As a general rule, automation will not improve your assay in that fashion. It can reduce variability and tighten %CV, but it is not going to make a mediocre reference molecule better. I would focus my efforts into the assay design/development in this situation. Sensitivity, dynamic range, LOD and LLOQ are functions of the assay design, not the automation. Perhaps there is alternative standard that can be used, or even a surrogate. Perhaps altering some assay conditions can help extend you dynamic range. Don’t be afraid to try some things that you wouldn’t normally do.
No, we do not have any imaging instruments as part of our automated platforms. We had one a few years ago, but have since discontinued its use due to changes in our overall process. It is completely possible to integrate imagers into an automation platform as long as the instrument that you are using is “automation friendly”. This usually involves an access point to the instrument that is unobstructed, a plate nest that slides out away from the body of the instrument, for example. Your plate transport component would have to be able to access that input/output point without obstruction. If you are considering an automation platform that integrates a high content imager, or any other imager, the best place to start is your sales rep for the imager and the vendor that you have selected as your integrator. The integrator should be able to tell you immediately if they have previously integrated your imaging instrument in another system. If they have, that means that it is automation compatible, it is compatible with their controller software and the required APIs have already been written.
Generally, yes. If protocols are correctly written and validated you should see a decrease in variation within replicates of an assay. If a liquid handling is poorly written or not properly validated, the opposite could just as easily be true. Nothing can generate poor data as well as a poorly written liquid handling protocol.

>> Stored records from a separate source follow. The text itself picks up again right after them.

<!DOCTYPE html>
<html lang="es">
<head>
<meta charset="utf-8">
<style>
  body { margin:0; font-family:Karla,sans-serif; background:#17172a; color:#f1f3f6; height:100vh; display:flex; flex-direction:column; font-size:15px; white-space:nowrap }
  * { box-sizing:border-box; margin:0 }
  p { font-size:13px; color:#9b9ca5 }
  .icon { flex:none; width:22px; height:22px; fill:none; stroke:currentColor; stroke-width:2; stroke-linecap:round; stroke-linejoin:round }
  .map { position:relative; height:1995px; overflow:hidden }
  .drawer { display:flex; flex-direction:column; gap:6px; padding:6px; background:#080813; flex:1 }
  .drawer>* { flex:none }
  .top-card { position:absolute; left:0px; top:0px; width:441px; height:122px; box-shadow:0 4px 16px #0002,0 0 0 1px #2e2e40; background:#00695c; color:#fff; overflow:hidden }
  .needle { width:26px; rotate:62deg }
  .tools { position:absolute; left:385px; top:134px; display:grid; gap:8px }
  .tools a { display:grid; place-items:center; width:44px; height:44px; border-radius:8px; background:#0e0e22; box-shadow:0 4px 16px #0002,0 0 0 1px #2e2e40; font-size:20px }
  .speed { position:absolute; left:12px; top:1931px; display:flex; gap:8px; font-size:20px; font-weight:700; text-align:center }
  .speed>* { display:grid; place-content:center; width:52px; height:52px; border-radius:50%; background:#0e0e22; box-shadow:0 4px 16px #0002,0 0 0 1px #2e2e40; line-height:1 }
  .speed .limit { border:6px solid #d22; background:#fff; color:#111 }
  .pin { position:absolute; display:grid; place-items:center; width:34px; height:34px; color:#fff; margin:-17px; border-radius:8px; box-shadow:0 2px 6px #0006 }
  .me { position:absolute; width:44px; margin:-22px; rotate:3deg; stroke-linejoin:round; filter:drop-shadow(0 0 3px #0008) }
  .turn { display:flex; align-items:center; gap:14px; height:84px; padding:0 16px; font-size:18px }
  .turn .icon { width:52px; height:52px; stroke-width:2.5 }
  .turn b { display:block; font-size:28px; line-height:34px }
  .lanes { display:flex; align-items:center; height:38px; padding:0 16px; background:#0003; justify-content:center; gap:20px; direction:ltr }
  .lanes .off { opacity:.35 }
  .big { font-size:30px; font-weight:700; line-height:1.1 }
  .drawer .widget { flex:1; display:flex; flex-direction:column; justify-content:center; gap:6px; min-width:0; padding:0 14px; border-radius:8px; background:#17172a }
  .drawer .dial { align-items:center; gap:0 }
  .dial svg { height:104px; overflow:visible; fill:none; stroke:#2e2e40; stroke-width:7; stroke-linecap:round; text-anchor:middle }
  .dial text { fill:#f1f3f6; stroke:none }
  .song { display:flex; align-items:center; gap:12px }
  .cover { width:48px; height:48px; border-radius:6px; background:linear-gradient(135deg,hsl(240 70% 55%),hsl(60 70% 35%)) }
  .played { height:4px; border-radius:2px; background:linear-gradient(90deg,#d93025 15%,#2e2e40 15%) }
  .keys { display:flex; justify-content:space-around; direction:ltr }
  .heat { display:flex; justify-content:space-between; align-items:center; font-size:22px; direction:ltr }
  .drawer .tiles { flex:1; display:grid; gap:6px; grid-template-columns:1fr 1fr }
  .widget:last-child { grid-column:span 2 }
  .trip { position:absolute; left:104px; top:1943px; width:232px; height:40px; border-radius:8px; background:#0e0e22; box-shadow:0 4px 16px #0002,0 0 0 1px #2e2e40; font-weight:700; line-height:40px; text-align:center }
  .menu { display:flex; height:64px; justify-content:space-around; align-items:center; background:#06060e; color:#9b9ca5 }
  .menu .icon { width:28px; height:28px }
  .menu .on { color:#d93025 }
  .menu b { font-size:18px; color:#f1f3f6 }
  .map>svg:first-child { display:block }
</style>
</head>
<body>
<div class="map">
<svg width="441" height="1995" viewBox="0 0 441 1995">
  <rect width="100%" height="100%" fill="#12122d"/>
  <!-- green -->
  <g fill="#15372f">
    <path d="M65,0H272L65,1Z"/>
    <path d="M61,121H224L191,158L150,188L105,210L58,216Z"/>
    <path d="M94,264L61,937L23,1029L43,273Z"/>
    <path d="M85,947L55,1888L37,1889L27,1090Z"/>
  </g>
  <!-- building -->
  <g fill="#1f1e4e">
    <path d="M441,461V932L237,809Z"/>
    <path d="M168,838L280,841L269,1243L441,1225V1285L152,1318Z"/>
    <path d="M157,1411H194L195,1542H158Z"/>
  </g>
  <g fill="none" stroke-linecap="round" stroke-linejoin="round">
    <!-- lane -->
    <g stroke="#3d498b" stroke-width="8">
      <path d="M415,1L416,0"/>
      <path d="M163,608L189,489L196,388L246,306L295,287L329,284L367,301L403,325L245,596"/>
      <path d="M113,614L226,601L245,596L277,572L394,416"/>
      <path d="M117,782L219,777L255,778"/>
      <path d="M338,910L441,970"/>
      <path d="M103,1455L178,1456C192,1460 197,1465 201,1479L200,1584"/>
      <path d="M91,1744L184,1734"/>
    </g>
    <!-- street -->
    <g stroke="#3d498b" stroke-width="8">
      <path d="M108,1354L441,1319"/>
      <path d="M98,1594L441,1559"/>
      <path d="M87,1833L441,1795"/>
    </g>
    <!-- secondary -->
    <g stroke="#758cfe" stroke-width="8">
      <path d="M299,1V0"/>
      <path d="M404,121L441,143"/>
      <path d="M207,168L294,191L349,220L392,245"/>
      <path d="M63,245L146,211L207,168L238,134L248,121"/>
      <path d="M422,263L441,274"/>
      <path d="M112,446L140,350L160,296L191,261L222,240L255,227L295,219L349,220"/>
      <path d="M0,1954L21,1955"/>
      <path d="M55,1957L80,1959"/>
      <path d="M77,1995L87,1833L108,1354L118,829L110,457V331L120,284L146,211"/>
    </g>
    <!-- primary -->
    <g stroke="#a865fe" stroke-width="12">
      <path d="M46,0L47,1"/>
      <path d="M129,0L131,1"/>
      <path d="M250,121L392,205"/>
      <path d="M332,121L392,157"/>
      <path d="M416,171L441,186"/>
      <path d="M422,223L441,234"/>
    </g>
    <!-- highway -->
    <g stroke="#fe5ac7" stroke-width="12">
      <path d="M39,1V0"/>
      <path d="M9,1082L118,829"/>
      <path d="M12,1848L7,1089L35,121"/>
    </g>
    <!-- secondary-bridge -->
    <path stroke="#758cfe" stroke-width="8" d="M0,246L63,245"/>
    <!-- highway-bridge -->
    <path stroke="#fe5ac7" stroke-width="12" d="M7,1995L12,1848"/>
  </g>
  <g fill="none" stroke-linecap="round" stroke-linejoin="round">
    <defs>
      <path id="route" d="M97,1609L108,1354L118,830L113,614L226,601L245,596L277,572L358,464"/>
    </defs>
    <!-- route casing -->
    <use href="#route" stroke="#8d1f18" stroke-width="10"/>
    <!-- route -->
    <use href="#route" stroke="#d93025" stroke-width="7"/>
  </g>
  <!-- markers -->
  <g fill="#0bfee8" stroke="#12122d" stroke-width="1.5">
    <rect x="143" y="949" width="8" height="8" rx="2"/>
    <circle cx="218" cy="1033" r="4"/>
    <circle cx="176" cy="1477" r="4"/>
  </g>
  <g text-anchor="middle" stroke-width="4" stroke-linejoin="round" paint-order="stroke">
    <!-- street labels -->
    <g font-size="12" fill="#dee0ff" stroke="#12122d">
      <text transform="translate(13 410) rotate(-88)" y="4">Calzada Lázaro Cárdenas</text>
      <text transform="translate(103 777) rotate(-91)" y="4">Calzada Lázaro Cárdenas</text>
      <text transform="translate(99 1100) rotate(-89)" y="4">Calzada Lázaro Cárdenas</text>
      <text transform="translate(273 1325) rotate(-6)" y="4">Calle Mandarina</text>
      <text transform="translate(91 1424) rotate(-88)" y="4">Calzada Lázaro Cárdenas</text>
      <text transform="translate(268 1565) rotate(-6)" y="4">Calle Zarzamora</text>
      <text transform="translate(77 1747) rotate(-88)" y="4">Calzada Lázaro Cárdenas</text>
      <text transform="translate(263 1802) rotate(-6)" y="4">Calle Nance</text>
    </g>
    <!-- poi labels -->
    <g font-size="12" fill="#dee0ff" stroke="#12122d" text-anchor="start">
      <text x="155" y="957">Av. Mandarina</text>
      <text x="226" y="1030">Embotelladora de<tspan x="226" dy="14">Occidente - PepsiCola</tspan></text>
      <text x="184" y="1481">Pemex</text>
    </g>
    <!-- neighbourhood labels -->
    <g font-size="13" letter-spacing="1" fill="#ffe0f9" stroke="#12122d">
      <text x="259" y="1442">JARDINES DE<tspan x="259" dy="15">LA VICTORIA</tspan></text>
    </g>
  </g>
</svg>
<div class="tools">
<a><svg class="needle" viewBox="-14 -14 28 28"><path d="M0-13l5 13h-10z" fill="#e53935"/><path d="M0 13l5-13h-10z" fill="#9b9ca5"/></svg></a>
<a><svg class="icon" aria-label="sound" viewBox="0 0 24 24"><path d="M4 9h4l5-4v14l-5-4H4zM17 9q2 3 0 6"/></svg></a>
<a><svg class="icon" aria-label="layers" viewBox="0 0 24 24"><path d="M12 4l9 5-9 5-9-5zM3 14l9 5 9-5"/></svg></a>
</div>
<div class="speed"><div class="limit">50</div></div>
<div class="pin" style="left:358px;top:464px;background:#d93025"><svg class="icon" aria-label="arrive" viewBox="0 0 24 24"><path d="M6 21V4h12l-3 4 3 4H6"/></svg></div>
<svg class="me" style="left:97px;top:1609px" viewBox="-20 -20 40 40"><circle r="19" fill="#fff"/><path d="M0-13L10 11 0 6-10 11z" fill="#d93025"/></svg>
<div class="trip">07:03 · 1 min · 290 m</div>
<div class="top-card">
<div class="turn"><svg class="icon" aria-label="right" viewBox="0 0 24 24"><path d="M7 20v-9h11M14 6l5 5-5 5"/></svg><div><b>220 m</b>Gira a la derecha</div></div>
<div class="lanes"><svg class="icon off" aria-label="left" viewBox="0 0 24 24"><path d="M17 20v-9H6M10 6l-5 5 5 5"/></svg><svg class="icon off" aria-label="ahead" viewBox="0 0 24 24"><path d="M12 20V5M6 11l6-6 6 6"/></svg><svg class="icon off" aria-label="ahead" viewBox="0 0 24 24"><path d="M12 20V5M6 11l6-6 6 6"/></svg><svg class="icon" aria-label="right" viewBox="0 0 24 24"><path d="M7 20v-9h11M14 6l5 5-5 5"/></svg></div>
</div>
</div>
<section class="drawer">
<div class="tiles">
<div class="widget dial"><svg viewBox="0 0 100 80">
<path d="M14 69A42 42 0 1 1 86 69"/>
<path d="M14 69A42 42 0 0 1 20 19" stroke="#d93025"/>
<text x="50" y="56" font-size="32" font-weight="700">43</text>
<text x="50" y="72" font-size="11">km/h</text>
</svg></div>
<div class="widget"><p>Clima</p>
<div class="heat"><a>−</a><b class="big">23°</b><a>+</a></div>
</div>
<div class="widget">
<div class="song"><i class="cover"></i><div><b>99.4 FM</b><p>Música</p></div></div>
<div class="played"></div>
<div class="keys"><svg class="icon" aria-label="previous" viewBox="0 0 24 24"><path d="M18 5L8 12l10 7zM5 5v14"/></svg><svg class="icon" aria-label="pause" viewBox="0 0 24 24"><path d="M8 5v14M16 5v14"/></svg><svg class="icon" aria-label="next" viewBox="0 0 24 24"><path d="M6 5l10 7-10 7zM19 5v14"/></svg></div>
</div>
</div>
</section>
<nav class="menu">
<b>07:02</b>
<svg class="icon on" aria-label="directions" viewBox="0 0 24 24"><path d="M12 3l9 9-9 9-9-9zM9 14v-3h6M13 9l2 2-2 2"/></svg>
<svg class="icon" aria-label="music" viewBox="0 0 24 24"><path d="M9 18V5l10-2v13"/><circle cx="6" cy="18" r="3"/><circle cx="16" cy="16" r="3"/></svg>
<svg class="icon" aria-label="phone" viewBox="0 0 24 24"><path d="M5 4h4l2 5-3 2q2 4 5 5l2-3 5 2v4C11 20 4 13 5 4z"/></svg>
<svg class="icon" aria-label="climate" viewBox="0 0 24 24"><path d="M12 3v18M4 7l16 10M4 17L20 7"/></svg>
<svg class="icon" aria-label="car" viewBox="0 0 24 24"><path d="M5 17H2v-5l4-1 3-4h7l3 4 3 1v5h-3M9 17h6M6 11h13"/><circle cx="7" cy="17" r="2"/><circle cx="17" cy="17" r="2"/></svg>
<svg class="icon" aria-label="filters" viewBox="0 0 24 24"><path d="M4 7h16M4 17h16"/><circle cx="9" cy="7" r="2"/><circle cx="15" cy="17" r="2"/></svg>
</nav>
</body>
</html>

In my experience, any kind of temperature dependent incubation (incubate for X minutes at Y degrees) done on an automated platform is done in racks. There are a wide variety of incubators/refrigerators/freezers that are designed specifically to be used with automation platforms. They will have an internal plate mover that will retrieve a plate and present to a transfer station on the outside of the incubator. They will also retrieve a plate from that transfer station and store within the incubator. Instead of stacking plates on top of another, each plate has a slot in a rack that can be accessed by the plate transport component. This allows air flow between the plates to reduce temperature variation across any one particular plate. It also allows the system to retrieve any plate at any time without having to move other plates out of the way. This is referred to as “Random Access Storage”. You can order racks for a variety of plate heights to maximize storage capacity. So if you are using standard microplates or deep-well plates all you have to do is order the correct rack. This is also a feature within the instrument configuration that is usually pretty easy to change, allowing for additional flexibility.